Using his hawk-eyed physical architecture to claim his character, Day-Lewis goes to the far reaches we expect from him, forging an American accent and a tight, gnarled voice that matches his character’s evolution into a bitter castoff from human companionship.
A Nietzschean dialectic unfolds over the next two-and-a-half hours between men and sons, sons and brothers, religious froth and capitalist hypocrisy. Yet Plainview’s quest for oil takes place in a moral vacuum. There is no good or evil here, only another day of drilling.

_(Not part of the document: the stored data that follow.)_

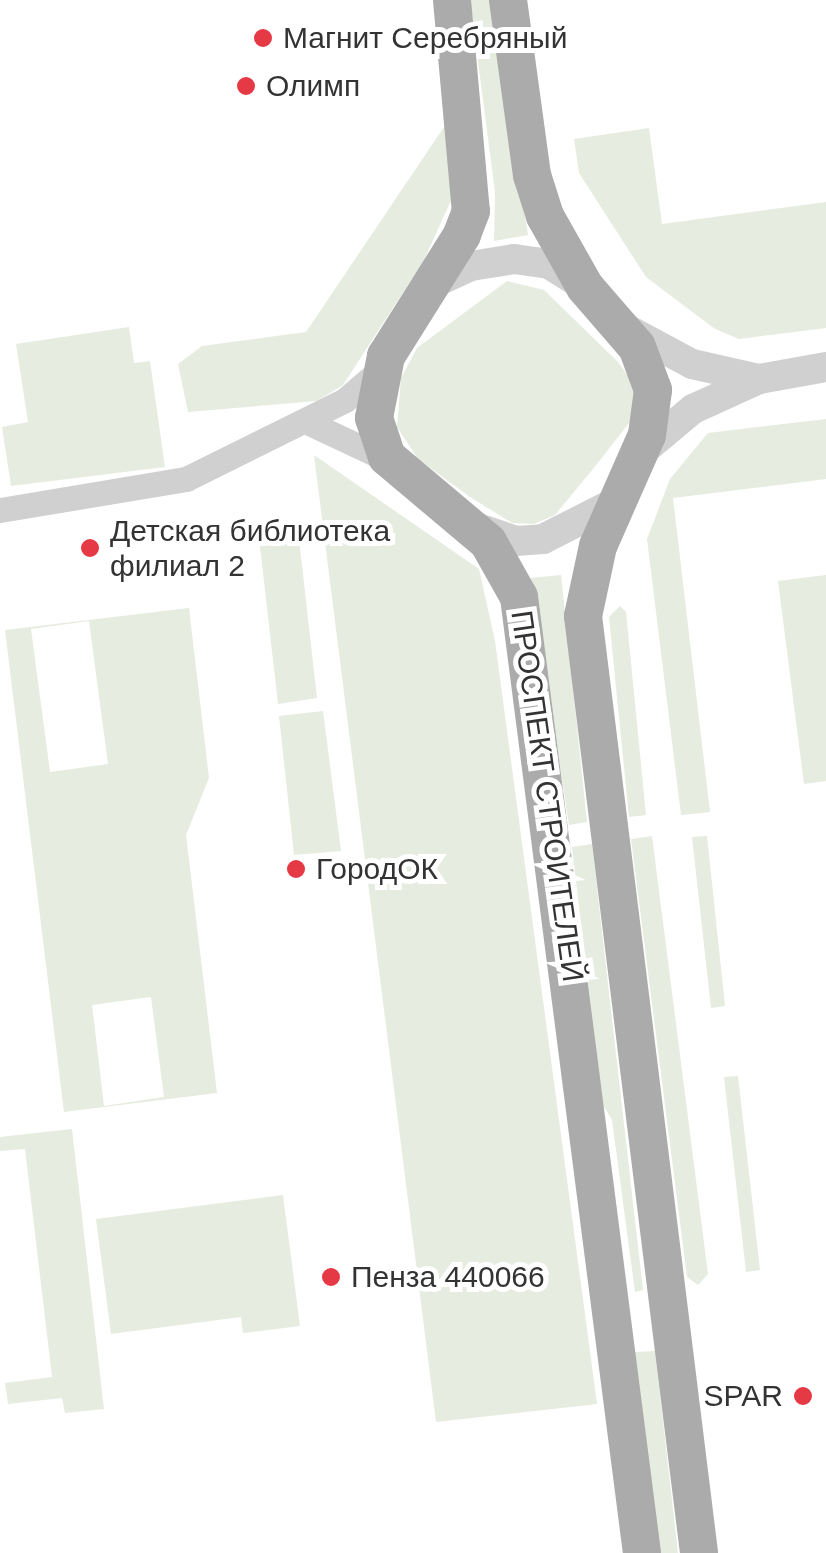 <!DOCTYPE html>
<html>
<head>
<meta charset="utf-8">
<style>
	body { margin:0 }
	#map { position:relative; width:826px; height:1553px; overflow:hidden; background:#fff; font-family:Helvetica,sans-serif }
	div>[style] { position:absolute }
	.green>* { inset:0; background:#e6ecdf }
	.minor>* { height:25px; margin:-12.5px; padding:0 12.5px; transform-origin:12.5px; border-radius:12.5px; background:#d0d0d0 }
	.tertiary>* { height:30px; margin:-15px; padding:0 15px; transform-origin:15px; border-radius:15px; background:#d0d0d0 }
	.primary>* { height:38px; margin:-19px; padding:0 19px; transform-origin:19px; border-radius:19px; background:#ababab }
	.dots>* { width:28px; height:28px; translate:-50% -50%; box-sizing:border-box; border:5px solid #fff; border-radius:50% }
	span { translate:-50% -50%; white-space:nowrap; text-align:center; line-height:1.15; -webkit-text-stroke:10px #fff; paint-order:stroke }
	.poi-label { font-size:30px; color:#333 }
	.left { translate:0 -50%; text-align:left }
	.right { translate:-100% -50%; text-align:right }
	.street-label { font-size:30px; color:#333 }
</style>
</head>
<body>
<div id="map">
	<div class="green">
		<i style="clip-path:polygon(470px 0,491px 0,528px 235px,494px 241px,495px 192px)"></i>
		<i style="clip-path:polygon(446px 124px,453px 196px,424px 260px,343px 385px,317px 401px,188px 412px,178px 364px,202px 346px,306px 332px)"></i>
		<i style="clip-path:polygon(649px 128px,662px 224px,826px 202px,826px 328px,739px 339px,715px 329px,646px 277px,579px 173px,574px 139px)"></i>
		<i style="clip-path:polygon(507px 281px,544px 290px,618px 362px,633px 383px,636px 401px,633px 418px,597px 464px,555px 515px,534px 524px,512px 523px,470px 497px,418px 459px,397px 427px,401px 378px,417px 348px)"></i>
		<i style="clip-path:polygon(129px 327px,134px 363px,150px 361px,165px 467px,11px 486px,2px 427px,28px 422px,16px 344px)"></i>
		<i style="clip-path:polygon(826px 419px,826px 479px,673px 498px,710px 812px,681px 815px,647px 539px,670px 479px,708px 433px)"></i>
		<i style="clip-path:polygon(314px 455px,479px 569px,495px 641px,597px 1404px,436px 1422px)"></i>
		<i style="clip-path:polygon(258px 529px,285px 529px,299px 539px,317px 698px,278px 704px)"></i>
		<i style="clip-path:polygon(561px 575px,587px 822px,569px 825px,531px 578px)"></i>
		<i style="clip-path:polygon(826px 575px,826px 781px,804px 784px,778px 581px)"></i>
		<i style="clip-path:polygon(620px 606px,626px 612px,646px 815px,629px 817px,609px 617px)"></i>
		<i style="clip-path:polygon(evenodd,189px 608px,209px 778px,186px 835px,217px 1093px,64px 1112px,5px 630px,189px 608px,89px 621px,108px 764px,50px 772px,31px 629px,89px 621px,189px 608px,151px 997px,164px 1097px,104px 1106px,92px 1005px,151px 997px)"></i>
		<i style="clip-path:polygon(323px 711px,341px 851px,294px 855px,279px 716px)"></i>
		<i style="clip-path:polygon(652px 836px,708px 1274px,698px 1285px,687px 1277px,631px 839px)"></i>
		<i style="clip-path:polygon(707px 836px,725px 1006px,711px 1008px,692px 837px)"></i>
		<i style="clip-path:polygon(592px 844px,643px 1290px,635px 1292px,612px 1120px,602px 1103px,572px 847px)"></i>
		<i style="clip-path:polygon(738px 1076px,760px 1270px,746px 1272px,724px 1077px)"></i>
		<i style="clip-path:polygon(72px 1129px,104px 1409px,65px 1413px,62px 1398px,8px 1404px,5px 1383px,52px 1377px,25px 1149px,0 1151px,0 1137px)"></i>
		<i style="clip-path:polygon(283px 1195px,300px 1326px,243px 1333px,241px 1317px,111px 1334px,96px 1219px)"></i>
		<i style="clip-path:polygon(655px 1351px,678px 1553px,659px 1553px,634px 1352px)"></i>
	</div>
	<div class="minor">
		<i style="left:305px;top:421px;width:94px;rotate:25.2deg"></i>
		<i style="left:0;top:510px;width:189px;rotate:-9.5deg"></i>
		<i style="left:186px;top:479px;width:178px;rotate:-26.4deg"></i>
		<i style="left:345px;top:400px;width:46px;rotate:-40.6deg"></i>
	</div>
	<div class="tertiary">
		<i style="left:432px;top:284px;width:43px;rotate:-24.8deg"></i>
		<i style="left:471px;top:266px;width:44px;rotate:-9.2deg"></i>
		<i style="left:514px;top:259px;width:35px;rotate:8deg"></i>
		<i style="left:549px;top:264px;width:39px;rotate:32deg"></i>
		<i style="left:623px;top:327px;width:78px;rotate:28.2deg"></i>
		<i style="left:692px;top:364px;width:69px;rotate:12.6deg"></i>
		<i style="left:638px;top:455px;width:72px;rotate:-39.9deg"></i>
		<i style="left:693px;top:409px;width:72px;rotate:-24.4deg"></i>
		<i style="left:759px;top:379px;width:68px;rotate:-10.2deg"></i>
		<i style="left:472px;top:526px;width:46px;rotate:18.8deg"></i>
		<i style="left:516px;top:541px;width:27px;rotate:-4deg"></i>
		<i style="left:543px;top:539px;width:84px;rotate:-26.9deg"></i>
	</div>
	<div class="primary">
		<i style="left:452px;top:0;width:212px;rotate:84.9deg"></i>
		<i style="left:471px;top:211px;width:26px;rotate:111deg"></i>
		<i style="left:462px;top:235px;width:143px;rotate:122.1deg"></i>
		<i style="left:386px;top:356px;width:63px;rotate:101deg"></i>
		<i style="left:374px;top:418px;width:41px;rotate:71.6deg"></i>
		<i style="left:387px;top:457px;width:132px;rotate:40.1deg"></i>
		<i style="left:488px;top:542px;width:63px;rotate:60.6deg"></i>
		<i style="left:519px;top:597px;width:964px;rotate:82.67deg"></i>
		<i style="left:508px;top:0;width:177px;rotate:82.2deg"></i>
		<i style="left:532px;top:175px;width:43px;rotate:72.4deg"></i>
		<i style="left:545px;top:216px;width:81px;rotate:60.6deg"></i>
		<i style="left:585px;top:287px;width:79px;rotate:49.1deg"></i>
		<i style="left:637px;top:347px;width:46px;rotate:69.6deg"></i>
		<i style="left:653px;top:390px;width:45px;rotate:97.6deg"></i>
		<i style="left:647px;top:435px;width:121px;rotate:113.8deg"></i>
		<i style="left:598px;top:546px;width:72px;rotate:102.1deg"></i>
		<i style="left:583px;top:616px;width:944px;rotate:82.94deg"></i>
	</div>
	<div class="dots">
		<i style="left:263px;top:38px;background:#e63946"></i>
		<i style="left:246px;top:86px;background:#e63946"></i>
		<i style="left:90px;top:548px;background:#e63946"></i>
		<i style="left:296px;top:869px;background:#e63946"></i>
		<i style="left:331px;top:1277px;background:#e63946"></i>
		<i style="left:803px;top:1396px;background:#e63946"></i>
	</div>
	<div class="poi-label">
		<span class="left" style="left:283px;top:38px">Магнит Серебряный</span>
		<span class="left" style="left:266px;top:86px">Олимп</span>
		<span class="left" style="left:110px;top:548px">Детская библиотека<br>филиал 2</span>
		<span class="left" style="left:316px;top:869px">ГородОК</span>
		<span class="left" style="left:351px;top:1277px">Пенза 440066</span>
		<span class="right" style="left:783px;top:1396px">SPAR</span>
	</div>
	<div class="street-label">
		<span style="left:547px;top:796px;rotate:82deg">ПРОСПЕКТ СТРОИТЕЛЕЙ</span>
	</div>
</div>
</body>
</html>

As Plainview discovers more and more untapped oil fields, he makes the rounds with a young son in tow. Posing as a “family man” he eases his way into the lives of dirt farmers eager to put bread on their tables, and buys up their lands. An adversary appears in the unlikely form of grassroots evangelist, one Eli Sunday (played with paroxysms of inspiration by Paul Dano). With a different script, this adversarial battle for one man’s soul and another man’s land might have proved potent. Yet sadly, it peters out at what was to have been a pulverizing climax. In the final scenes, even the harrowing rage roiling through Day-Lewis can’t hide directorial breakdown. The last moments descend into something closer to slapstick than revelation.
It’s wonderful to watch much of There Will Be Blood, and to lean into the images of the Western frontier, its early railroads, campfires, flimsy ranch houses, honest dust and sweat. The elemental textures of the land are hauntingly captured – oil glistening by firelight, the thunder of a gusher barreling up from the earth. Sunset on the empty desert.
Yet Blood is no “up with the people,” feel-good saga, but something unflinching and hard — with neither hope nor redemption. Daniel Day-Lewis’ bleak and emotionally impenetrable character drives himself, we know not why — and along the way to a fortune, he loses sight of what the point of it all might have been.
It is a bracing study of an unrepentent man. Only an actor with Day-Lewis’ confidence would have accepted the role. And it’s hard to think of any other who could have pulled it off.